(Saved entries)
· · · ·

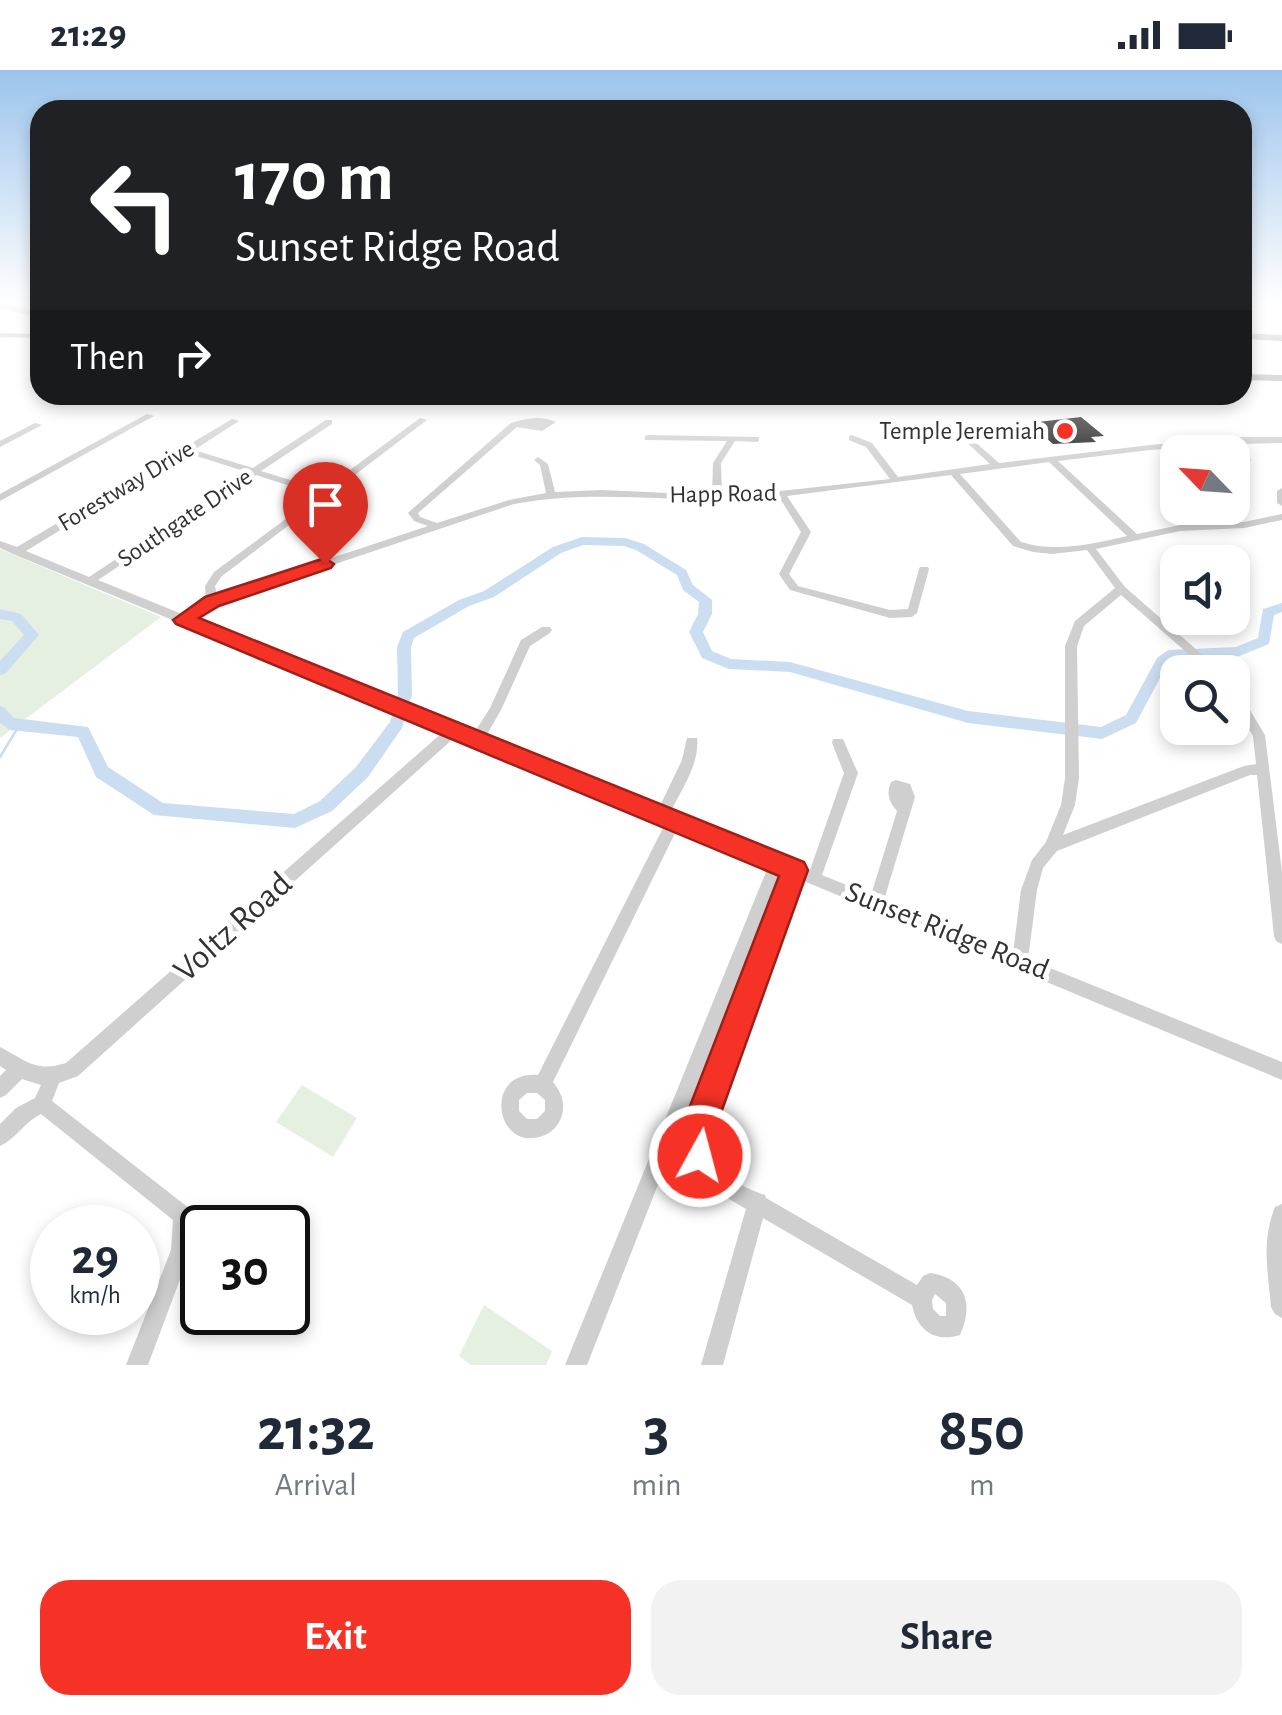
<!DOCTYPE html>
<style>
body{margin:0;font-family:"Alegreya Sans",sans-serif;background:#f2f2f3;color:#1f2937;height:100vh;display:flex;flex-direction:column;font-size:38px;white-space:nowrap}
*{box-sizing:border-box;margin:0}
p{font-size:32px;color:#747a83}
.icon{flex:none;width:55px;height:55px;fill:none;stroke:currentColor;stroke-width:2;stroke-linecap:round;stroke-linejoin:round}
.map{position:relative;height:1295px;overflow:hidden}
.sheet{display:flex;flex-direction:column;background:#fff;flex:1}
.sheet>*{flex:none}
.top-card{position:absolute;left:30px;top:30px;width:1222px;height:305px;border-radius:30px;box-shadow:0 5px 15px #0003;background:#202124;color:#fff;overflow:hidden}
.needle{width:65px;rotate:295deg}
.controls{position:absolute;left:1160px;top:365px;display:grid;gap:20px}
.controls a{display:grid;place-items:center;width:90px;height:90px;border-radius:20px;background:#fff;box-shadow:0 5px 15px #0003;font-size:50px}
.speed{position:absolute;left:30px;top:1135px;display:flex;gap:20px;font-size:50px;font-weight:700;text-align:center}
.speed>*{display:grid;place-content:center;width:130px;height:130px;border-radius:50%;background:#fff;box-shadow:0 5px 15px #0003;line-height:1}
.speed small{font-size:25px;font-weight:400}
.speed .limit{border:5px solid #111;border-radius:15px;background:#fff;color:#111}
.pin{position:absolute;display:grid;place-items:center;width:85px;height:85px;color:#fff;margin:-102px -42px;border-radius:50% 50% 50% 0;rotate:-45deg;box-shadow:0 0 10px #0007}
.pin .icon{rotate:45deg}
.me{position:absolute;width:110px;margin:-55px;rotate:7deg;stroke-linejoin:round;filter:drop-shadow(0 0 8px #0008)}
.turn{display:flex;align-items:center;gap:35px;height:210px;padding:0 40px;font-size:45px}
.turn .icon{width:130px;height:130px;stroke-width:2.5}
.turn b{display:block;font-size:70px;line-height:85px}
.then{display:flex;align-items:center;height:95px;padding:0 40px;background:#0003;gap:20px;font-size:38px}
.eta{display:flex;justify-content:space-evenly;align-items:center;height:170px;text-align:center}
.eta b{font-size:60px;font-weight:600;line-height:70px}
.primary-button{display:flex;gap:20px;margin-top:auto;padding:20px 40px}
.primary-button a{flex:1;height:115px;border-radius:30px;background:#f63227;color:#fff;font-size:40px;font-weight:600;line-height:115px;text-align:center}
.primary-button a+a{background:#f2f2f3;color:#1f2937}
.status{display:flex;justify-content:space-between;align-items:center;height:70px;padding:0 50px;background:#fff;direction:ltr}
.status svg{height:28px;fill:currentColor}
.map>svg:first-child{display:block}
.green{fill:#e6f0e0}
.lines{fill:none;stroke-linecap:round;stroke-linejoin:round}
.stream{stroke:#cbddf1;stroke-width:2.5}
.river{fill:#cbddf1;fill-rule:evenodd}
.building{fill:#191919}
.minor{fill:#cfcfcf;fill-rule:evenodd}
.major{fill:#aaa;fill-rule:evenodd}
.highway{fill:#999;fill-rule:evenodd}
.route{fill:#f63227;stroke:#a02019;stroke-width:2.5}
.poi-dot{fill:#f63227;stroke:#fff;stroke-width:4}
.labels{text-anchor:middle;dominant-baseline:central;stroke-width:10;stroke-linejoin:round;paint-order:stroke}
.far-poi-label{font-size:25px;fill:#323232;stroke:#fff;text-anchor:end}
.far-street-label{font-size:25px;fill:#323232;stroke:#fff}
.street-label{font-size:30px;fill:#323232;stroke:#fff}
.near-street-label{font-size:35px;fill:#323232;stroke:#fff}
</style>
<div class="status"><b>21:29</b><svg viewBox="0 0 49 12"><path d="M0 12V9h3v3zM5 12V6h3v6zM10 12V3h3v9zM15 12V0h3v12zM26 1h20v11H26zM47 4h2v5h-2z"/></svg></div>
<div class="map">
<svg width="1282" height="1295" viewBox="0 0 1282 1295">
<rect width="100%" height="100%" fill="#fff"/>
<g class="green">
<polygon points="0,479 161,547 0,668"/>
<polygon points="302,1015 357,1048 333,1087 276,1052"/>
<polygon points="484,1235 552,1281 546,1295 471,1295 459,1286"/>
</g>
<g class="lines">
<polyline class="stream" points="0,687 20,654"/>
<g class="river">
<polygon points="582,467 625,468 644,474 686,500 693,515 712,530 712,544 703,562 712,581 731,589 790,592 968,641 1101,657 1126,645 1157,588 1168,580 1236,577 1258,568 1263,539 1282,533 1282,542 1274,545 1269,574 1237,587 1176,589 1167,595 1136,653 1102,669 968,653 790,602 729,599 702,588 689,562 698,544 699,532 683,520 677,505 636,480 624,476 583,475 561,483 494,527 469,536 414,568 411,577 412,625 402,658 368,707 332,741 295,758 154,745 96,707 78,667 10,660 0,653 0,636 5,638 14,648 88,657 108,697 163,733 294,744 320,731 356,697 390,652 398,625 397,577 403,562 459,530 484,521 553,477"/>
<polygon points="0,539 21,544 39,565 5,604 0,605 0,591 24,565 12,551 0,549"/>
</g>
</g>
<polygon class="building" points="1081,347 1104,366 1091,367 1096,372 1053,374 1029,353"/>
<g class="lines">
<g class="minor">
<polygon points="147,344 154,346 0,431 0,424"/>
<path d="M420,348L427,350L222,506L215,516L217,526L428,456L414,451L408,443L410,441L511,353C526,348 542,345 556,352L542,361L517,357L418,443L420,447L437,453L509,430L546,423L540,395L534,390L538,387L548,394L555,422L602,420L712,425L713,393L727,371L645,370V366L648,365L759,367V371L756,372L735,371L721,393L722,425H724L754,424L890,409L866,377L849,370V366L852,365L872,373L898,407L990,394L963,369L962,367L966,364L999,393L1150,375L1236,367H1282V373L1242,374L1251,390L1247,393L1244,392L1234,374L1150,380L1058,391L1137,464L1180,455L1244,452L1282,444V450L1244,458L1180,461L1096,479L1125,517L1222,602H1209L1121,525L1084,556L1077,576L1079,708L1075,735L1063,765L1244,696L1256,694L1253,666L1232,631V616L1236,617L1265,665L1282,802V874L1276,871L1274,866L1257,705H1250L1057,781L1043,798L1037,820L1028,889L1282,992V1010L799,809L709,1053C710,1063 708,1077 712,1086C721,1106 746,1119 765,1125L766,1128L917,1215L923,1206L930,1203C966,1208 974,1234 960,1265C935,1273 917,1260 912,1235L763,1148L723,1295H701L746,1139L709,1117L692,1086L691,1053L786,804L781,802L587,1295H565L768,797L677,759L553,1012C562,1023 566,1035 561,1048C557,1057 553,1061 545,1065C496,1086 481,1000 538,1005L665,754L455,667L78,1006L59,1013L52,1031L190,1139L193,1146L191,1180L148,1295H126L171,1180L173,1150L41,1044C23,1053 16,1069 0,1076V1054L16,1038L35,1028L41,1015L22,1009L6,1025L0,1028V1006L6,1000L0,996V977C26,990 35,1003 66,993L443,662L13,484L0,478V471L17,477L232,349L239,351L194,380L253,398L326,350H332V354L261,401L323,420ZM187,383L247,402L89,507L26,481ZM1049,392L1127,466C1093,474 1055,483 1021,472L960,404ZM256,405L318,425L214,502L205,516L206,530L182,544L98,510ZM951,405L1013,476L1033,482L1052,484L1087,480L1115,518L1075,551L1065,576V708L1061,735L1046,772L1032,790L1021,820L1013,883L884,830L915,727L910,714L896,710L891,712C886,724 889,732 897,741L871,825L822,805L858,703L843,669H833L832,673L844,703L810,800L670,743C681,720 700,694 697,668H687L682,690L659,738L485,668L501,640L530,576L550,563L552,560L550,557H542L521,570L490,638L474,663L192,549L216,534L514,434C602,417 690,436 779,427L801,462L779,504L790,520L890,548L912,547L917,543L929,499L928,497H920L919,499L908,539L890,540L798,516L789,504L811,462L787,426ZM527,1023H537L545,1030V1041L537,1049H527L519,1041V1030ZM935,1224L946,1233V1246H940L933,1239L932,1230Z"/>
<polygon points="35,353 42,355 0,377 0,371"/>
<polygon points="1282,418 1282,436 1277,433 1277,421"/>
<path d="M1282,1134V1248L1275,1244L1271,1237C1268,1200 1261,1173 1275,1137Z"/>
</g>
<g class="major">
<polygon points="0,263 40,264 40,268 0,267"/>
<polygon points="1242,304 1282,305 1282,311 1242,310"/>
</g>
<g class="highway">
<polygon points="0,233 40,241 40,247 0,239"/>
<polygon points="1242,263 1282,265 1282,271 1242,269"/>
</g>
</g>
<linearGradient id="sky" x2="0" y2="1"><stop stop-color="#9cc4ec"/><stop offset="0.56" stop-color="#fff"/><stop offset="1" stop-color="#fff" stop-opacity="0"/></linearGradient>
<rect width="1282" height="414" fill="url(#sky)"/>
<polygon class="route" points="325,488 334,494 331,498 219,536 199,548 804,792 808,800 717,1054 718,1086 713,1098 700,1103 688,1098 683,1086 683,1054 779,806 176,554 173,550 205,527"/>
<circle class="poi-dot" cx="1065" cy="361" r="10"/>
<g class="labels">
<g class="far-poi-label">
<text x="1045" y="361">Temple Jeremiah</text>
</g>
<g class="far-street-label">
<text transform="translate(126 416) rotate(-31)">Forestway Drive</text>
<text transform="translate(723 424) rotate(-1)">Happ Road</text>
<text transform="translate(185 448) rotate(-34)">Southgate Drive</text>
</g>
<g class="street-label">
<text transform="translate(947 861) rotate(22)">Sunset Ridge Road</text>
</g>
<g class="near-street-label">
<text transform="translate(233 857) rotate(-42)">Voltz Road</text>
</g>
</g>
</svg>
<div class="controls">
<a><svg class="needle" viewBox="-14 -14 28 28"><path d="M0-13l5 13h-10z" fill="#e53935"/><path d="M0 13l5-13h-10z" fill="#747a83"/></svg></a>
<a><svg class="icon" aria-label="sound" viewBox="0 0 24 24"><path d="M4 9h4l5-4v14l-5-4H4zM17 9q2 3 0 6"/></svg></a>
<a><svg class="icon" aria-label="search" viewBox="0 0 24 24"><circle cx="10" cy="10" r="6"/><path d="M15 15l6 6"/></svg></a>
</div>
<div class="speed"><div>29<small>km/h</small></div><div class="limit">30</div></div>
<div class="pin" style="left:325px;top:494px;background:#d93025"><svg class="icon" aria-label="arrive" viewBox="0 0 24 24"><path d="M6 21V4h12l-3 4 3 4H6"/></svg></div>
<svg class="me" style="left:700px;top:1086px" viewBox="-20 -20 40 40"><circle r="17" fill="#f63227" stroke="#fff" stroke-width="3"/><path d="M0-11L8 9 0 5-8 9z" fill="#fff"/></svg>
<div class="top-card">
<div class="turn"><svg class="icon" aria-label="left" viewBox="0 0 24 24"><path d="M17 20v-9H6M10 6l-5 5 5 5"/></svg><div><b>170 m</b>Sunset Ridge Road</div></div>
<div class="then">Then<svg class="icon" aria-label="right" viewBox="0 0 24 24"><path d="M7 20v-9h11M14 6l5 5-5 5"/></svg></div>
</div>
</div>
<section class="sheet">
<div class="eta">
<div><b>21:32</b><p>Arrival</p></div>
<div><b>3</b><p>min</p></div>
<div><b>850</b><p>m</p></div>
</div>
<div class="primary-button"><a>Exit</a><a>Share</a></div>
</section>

· · · ·

> EXERCISE
From the records above, return each line where "Road" occurs.

> OUTPUT OF THE EXERCISE
<text transform="translate(723 424) rotate(-1)">Happ Road</text>
<text transform="translate(947 861) rotate(22)">Sunset Ridge Road</text>
<text transform="translate(233 857) rotate(-42)">Voltz Road</text>
<div class="turn"><svg class="icon" aria-label="left" viewBox="0 0 24 24"><path d="M17 20v-9H6M10 6l-5 5 5 5"/></svg><div><b>170 m</b>Sunset Ridge Road</div></div>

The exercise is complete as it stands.